*Your objective:*
Copy each line of the data below in which the word "Comandante" can be found.

[Stored data]

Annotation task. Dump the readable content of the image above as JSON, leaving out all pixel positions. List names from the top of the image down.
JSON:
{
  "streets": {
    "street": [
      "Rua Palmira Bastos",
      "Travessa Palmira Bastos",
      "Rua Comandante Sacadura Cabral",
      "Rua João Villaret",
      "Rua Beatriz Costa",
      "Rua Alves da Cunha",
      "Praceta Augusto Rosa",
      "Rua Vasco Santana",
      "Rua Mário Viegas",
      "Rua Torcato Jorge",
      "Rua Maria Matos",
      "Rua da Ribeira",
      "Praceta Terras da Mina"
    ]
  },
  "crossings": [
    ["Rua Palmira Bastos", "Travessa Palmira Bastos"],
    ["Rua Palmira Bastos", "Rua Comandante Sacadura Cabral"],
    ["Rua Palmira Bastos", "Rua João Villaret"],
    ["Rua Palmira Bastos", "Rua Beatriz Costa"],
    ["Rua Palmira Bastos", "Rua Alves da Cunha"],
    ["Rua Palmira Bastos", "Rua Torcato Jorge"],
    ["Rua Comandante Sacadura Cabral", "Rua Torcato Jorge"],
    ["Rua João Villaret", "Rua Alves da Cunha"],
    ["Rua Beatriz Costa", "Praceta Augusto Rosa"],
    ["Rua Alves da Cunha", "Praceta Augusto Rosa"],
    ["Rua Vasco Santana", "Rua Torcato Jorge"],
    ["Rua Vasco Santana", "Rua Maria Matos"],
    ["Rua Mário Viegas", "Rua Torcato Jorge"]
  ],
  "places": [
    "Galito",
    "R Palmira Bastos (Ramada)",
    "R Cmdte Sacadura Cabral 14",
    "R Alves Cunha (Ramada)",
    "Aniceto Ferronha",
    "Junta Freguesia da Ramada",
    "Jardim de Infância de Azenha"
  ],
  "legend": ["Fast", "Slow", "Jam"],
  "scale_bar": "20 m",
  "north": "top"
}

*Reply to the exercise:*
      "Rua Comandante Sacadura Cabral",
    ["Rua Palmira Bastos", "Rua Comandante Sacadura Cabral"],
    ["Rua Comandante Sacadura Cabral", "Rua Torcato Jorge"],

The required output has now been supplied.